Task details ▸ Look for the word "casing" in the data below, and copy every line that holds it.

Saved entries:
========

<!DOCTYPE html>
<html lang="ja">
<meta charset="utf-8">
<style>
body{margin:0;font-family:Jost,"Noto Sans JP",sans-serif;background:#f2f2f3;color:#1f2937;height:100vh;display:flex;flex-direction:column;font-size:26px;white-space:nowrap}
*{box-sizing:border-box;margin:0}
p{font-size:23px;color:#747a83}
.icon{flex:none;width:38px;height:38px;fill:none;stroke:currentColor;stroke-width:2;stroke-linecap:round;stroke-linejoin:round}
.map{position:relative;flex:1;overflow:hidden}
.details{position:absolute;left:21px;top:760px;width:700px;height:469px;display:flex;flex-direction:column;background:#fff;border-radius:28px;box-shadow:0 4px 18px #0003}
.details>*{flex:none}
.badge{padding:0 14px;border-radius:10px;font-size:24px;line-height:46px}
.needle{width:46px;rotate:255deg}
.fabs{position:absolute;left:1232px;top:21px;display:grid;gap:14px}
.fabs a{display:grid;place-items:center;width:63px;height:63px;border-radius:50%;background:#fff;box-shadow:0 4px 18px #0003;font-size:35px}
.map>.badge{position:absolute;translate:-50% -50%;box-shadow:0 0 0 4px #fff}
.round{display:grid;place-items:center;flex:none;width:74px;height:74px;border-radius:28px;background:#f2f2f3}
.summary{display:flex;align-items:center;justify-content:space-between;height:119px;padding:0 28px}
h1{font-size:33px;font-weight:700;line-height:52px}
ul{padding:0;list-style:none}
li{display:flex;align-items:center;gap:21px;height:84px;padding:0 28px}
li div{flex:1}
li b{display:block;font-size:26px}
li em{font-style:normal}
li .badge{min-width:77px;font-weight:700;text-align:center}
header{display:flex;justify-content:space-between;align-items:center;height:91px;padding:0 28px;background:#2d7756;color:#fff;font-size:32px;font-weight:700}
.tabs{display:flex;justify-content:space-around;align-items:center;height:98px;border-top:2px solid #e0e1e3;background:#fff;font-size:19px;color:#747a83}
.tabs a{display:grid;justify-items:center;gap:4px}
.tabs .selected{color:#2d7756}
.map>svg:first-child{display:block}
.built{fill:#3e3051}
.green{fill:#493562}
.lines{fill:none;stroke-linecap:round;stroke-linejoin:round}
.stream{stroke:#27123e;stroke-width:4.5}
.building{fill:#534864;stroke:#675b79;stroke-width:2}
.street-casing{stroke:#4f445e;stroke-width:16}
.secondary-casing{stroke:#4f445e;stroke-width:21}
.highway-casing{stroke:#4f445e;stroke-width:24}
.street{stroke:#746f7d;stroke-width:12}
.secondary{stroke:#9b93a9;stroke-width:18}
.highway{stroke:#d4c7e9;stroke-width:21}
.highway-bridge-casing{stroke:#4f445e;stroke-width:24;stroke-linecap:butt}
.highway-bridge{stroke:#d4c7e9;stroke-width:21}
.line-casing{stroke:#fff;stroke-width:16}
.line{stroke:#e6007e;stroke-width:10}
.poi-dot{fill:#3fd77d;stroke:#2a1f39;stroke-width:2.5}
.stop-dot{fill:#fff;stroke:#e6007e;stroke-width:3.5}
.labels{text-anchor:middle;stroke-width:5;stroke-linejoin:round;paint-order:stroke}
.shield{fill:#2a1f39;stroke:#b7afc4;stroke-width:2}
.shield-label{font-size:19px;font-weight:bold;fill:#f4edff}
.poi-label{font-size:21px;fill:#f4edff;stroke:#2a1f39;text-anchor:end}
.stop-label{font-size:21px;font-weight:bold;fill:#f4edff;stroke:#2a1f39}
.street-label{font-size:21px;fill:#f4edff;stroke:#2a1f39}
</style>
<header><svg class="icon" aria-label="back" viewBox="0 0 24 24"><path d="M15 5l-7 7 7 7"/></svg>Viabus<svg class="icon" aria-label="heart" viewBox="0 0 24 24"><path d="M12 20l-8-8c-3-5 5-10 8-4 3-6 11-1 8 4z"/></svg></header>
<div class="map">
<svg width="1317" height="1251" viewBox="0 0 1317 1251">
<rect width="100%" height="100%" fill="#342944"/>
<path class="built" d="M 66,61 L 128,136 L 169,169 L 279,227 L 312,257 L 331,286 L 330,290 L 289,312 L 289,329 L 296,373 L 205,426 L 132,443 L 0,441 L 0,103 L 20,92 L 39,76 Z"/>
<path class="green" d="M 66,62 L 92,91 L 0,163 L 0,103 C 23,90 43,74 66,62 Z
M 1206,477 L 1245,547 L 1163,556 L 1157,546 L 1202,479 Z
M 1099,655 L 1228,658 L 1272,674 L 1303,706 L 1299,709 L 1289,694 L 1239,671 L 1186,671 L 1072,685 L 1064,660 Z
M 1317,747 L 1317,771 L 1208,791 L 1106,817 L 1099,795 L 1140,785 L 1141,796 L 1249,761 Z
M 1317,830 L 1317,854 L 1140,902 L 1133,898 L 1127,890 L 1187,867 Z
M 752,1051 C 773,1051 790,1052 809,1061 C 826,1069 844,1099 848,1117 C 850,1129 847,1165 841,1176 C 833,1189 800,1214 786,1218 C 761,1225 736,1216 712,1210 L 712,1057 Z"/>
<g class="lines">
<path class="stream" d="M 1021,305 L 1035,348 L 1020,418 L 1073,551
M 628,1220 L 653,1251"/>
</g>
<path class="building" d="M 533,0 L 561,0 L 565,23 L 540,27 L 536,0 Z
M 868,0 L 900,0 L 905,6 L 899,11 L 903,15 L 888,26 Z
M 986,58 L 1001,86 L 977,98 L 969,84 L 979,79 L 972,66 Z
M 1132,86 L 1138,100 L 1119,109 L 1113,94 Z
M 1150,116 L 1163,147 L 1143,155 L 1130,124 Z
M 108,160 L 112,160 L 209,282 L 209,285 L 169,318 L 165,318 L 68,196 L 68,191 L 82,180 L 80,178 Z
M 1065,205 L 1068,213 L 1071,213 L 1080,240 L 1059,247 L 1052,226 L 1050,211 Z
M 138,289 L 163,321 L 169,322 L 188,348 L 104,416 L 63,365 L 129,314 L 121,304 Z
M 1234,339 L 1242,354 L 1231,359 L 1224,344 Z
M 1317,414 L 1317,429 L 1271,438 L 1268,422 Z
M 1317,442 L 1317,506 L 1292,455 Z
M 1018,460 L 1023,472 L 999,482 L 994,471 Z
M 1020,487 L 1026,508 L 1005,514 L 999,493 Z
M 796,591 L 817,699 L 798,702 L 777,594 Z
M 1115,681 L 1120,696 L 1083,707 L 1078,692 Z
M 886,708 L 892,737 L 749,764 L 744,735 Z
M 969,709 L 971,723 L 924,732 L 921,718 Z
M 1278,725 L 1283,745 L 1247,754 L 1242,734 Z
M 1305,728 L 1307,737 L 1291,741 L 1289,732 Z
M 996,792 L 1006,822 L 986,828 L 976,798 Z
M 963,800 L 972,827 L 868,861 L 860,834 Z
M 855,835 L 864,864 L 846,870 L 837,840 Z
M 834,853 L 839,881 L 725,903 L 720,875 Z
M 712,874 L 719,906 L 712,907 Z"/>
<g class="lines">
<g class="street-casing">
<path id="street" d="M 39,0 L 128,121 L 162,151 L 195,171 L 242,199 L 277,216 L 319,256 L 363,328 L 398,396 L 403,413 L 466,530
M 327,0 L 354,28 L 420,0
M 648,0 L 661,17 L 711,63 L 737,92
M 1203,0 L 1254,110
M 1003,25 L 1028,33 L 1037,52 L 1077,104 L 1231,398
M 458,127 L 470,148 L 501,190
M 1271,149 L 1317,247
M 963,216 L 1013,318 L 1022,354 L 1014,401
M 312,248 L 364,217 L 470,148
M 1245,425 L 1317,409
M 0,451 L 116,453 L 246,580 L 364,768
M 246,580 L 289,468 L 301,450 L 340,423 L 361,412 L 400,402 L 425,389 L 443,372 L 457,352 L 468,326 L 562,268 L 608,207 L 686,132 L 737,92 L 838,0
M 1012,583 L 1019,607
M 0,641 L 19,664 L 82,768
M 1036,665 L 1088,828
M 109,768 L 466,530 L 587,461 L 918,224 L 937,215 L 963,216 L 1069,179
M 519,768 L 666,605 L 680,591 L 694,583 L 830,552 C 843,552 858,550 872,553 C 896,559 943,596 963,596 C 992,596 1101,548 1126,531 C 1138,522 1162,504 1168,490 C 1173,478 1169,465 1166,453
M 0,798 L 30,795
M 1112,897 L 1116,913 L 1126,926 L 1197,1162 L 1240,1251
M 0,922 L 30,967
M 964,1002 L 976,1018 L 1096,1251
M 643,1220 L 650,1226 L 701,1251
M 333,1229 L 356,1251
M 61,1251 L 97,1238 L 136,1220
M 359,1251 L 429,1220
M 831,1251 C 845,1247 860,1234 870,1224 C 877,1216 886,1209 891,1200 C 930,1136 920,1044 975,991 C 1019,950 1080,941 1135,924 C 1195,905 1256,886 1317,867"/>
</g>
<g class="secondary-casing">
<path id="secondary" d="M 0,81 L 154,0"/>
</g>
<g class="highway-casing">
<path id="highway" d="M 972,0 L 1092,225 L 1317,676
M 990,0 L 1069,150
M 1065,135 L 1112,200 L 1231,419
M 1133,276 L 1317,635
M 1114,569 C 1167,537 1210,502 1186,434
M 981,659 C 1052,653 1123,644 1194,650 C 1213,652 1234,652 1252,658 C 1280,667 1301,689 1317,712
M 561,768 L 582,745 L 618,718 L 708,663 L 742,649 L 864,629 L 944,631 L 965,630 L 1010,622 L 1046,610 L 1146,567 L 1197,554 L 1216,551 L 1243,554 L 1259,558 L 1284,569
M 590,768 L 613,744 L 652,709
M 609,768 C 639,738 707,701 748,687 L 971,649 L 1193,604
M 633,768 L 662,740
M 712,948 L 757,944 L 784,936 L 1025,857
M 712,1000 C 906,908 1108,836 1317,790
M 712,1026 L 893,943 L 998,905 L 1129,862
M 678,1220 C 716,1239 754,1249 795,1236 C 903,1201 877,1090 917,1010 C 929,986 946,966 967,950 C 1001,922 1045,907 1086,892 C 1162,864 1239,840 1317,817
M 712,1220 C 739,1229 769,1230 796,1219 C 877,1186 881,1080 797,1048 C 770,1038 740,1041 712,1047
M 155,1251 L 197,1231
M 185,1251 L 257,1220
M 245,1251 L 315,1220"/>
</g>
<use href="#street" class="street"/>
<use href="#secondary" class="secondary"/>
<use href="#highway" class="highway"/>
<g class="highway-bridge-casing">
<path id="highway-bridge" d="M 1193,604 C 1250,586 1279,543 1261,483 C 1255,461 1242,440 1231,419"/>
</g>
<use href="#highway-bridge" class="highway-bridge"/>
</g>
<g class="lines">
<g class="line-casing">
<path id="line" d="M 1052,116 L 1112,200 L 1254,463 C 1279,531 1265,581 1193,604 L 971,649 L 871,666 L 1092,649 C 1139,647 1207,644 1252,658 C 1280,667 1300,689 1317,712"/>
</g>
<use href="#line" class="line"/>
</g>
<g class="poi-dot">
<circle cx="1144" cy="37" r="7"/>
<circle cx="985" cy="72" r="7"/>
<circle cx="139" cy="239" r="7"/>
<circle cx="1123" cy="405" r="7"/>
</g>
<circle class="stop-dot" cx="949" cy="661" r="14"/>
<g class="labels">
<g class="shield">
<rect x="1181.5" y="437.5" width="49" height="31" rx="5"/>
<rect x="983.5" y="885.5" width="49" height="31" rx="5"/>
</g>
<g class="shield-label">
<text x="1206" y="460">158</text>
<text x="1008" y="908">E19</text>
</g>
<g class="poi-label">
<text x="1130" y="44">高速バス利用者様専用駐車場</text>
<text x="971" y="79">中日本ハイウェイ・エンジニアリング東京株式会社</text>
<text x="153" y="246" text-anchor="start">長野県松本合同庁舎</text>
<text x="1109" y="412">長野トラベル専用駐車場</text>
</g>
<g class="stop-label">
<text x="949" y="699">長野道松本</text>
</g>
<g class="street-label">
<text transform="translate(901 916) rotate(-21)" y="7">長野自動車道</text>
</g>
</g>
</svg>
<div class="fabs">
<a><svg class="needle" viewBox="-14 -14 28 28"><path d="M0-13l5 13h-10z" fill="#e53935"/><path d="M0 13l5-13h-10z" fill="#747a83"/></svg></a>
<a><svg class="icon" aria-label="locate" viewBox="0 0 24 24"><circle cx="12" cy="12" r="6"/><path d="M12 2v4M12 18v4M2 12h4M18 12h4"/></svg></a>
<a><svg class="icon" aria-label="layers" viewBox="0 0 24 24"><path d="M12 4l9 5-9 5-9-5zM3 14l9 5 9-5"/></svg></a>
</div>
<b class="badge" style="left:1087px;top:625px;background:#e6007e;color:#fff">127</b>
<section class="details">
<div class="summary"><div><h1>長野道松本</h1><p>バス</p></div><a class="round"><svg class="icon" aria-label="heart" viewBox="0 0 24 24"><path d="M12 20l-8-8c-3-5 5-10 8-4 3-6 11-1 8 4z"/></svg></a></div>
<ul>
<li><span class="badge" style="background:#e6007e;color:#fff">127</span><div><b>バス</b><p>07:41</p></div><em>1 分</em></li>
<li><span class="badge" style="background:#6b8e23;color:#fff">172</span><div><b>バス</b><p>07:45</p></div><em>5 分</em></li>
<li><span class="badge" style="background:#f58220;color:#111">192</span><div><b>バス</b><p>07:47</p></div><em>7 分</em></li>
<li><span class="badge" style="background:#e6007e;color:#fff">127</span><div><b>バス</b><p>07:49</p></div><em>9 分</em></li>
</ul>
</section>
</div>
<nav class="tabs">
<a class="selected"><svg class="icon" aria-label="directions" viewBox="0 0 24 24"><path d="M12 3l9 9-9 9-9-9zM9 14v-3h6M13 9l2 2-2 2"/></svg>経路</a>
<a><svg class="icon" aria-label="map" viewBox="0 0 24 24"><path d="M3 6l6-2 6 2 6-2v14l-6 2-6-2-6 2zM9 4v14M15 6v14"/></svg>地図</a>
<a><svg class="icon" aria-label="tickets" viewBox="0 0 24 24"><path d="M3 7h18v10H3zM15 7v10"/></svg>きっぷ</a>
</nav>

========

Exercise output ▸
.street-casing{stroke:#4f445e;stroke-width:16}
.secondary-casing{stroke:#4f445e;stroke-width:21}
.highway-casing{stroke:#4f445e;stroke-width:24}
.highway-bridge-casing{stroke:#4f445e;stroke-width:24;stroke-linecap:butt}
.line-casing{stroke:#fff;stroke-width:16}
<g class="street-casing">
<g class="secondary-casing">
<g class="highway-casing">
<g class="highway-bridge-casing">
<g class="line-casing">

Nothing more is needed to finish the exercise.